In this post I want to share my experience in development of an integration testing tool for a search engine using RSpec framework, which is popular among Ruby developers. My goal was to automate generation of test cases as much as possible. I encountered several problems along the way. I hope this post will prevent readers from making my mistakes.

I’ve worked with several companies that use Elasticsearch for data indexing and searching, however none of them have covered their search requests with tests. I think the main reason for lack of tests is the complexity of integration Elasticsearch into a testing environment. The second reason is the enormous amount of work which is required to support documents stubs for necessary test cases. The situation with every project has been almost the same: a single search query is stubbed, then one spec checks that system has sent a request and received mocked data.
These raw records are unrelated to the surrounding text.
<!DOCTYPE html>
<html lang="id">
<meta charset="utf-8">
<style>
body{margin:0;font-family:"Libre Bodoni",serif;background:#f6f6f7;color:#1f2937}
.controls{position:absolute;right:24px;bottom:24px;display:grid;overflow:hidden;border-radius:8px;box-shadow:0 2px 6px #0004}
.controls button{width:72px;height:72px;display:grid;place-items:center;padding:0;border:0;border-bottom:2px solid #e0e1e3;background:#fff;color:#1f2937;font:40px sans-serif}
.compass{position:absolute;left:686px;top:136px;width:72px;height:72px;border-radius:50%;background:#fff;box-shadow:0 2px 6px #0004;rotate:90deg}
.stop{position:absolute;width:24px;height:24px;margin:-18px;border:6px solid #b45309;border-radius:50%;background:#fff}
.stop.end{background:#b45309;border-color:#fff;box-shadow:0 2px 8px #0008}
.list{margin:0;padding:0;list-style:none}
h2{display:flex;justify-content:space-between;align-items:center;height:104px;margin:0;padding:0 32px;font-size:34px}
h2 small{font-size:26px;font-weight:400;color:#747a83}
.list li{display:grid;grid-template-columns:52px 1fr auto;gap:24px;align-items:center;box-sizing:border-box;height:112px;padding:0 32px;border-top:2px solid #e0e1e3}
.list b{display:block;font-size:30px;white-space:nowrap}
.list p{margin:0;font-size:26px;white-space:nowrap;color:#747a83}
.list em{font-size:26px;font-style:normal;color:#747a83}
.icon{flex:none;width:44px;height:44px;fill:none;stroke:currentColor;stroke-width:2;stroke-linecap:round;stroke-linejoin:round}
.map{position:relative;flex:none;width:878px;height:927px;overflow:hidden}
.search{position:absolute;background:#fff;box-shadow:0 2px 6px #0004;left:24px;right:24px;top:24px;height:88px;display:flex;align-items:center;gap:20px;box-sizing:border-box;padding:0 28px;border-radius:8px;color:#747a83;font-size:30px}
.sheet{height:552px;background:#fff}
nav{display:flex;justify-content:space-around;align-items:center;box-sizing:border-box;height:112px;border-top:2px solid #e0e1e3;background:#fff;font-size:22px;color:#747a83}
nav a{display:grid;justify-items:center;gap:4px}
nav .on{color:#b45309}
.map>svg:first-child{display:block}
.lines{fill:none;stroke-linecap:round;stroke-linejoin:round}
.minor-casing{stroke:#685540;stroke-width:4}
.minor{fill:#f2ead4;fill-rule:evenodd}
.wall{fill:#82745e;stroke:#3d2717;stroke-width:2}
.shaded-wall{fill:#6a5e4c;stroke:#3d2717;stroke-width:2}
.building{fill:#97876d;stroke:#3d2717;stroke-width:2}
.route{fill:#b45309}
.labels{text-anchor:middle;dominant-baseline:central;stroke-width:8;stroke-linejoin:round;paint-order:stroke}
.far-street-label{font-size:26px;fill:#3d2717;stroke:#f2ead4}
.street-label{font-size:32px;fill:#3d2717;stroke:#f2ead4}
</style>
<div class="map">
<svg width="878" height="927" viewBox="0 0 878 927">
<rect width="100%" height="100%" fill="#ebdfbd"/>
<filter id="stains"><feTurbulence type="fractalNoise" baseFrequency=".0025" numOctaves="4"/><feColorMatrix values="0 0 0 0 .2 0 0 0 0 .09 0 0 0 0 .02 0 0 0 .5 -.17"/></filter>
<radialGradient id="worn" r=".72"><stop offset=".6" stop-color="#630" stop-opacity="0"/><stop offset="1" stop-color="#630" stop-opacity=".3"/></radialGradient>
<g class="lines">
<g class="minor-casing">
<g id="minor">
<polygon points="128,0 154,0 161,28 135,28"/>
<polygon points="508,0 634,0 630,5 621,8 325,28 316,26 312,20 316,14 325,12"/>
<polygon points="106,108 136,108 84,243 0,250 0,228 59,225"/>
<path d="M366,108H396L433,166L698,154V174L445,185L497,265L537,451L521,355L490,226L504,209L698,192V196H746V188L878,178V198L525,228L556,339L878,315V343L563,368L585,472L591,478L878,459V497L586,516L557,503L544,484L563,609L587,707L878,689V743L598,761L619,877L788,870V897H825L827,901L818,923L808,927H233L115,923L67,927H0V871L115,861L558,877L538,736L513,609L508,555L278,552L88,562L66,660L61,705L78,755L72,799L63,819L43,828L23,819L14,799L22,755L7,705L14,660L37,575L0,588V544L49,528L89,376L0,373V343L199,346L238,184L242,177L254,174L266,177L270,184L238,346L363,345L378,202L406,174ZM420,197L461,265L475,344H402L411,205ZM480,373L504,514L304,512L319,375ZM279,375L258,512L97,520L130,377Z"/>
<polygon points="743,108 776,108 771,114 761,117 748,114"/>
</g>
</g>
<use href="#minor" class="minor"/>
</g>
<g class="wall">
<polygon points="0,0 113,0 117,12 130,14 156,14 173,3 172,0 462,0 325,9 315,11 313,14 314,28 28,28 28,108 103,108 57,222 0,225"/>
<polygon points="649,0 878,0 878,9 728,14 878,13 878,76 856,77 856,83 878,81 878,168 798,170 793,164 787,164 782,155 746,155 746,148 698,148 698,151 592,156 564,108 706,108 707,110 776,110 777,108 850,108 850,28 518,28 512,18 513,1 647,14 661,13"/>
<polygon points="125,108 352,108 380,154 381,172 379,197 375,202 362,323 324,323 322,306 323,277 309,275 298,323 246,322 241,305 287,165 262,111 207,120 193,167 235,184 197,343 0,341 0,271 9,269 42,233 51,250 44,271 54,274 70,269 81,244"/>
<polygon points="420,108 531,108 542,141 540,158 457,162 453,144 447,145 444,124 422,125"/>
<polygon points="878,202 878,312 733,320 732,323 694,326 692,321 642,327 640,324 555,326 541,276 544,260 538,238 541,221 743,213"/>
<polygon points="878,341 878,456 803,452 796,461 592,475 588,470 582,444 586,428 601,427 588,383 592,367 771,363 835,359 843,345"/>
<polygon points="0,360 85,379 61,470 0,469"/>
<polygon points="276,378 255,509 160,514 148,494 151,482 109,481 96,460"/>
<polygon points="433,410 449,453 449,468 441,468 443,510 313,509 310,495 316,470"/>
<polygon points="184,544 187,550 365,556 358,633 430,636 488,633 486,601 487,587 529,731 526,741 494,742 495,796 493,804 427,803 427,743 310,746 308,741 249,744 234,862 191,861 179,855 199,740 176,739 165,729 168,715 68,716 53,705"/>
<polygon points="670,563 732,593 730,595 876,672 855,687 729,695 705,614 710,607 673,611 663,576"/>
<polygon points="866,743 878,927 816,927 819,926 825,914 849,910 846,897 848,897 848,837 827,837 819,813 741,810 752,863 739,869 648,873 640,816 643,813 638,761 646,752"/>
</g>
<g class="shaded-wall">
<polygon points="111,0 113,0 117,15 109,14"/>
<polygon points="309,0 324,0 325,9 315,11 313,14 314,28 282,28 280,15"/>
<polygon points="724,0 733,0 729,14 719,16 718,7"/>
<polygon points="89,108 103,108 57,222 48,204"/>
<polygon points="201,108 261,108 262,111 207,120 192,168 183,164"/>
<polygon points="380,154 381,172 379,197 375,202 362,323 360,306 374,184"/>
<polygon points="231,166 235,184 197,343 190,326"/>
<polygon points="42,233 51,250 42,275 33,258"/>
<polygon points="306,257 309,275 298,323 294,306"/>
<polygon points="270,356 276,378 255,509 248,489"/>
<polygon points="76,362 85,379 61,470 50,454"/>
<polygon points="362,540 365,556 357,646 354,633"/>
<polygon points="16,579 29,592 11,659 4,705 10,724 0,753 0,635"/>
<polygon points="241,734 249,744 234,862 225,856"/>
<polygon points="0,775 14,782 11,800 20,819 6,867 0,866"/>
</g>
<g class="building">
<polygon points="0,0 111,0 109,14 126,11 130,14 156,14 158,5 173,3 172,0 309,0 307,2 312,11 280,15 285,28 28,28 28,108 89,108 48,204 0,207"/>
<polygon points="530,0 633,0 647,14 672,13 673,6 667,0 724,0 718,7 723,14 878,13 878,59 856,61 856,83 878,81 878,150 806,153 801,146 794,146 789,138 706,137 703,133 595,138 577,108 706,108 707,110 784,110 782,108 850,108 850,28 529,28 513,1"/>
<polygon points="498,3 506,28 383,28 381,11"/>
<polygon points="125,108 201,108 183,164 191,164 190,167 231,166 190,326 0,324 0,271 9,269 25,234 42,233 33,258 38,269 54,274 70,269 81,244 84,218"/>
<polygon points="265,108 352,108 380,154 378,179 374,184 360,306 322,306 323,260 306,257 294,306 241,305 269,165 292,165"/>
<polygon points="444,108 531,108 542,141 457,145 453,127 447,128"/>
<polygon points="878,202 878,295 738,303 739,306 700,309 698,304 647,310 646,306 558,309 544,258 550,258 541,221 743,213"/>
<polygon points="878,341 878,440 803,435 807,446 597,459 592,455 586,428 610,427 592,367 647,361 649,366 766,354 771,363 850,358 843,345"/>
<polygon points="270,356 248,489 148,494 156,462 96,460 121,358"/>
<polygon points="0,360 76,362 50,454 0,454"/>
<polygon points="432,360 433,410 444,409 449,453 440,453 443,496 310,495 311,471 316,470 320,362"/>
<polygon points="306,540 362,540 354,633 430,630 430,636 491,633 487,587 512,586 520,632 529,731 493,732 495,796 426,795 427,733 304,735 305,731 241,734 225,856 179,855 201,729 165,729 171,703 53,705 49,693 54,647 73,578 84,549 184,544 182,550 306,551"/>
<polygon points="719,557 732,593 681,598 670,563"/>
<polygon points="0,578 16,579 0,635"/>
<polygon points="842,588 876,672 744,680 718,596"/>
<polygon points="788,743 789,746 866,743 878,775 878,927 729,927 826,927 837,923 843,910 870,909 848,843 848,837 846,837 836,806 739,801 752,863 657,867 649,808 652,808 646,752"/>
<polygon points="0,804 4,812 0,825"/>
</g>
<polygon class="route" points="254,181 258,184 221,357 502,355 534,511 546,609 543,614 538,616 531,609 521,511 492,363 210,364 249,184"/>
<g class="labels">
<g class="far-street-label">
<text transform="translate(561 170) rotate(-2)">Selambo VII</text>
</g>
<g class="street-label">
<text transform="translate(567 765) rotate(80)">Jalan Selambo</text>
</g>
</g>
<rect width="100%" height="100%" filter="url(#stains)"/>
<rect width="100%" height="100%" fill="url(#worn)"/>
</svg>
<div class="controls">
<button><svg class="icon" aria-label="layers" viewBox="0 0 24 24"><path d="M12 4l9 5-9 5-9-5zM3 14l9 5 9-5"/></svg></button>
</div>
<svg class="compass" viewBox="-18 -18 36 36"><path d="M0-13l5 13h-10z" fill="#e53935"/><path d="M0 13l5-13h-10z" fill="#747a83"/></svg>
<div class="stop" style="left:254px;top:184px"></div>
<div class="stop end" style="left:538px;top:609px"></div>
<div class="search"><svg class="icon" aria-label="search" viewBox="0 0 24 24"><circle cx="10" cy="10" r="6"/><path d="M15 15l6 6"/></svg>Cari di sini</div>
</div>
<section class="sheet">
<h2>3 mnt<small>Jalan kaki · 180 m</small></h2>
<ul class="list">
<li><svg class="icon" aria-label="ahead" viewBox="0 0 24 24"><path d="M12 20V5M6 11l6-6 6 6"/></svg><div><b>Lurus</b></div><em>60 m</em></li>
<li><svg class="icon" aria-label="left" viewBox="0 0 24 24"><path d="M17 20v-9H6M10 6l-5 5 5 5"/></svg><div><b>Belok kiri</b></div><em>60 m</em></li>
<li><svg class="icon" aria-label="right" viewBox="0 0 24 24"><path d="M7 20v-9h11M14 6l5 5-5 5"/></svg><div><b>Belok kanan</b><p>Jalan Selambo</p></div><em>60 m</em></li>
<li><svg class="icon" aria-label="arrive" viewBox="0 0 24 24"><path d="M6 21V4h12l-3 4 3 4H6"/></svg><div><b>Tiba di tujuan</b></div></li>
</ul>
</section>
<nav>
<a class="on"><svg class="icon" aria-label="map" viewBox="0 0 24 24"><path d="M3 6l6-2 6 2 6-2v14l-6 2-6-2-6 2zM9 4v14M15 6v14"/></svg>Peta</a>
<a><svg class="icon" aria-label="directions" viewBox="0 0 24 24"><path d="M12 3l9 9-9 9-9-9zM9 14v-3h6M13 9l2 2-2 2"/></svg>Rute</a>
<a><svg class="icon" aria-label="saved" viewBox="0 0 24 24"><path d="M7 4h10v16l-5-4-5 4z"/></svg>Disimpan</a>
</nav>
This spec has a problem, it checks if a query has been sent to Elastic, but it does not care about search results.

When I was working in Lobster, we decided to develop a tool which would solve these problems and allow us to cover search engine responses with specs. Lobster is a marketplace for user-generated photos and videos. Photographers connect their accounts from social networks or cloud storages like Instagram, Flickr, Facebook, Dropbox, etc. to the marketplace, then it fetches their photos and videos, indexes them and displays to buyers.

TL;DR

I thought it would be a great idea to develop a tool that records requests and responses from production as fixtures, sends the same requests using fixtures in test environment and asserts results. When an implementation was ready I realised that I was wrong, because I forgot about TF-IDF model, which is used for scoring in Elastic by default. Don’t use this approach if your product does not allow you to change the scoring model.

Search engine in UGC marketplace

The main goal for every media marketplace is to make their content searchable. Nobody would be able buy photos or videos if it isn’t possible to find them, no matter how beautiful these photos are. In case of social networks people usually provide a text description for their photos during publishing. However descriptions are not accurate and they also could be completely unrelated to objects in photos. The situation with cloud storages is even worse: services like Dropbox or Google Drive don’t have any descriptions for images at all. The only related information that is possible to get from cloud storages is EXIF metadata. It is really helpful if a photo from a cloud storage has latitude and longitude in EXIF, because with geo-coordinates, at least, it is possible to query the photo by its location name.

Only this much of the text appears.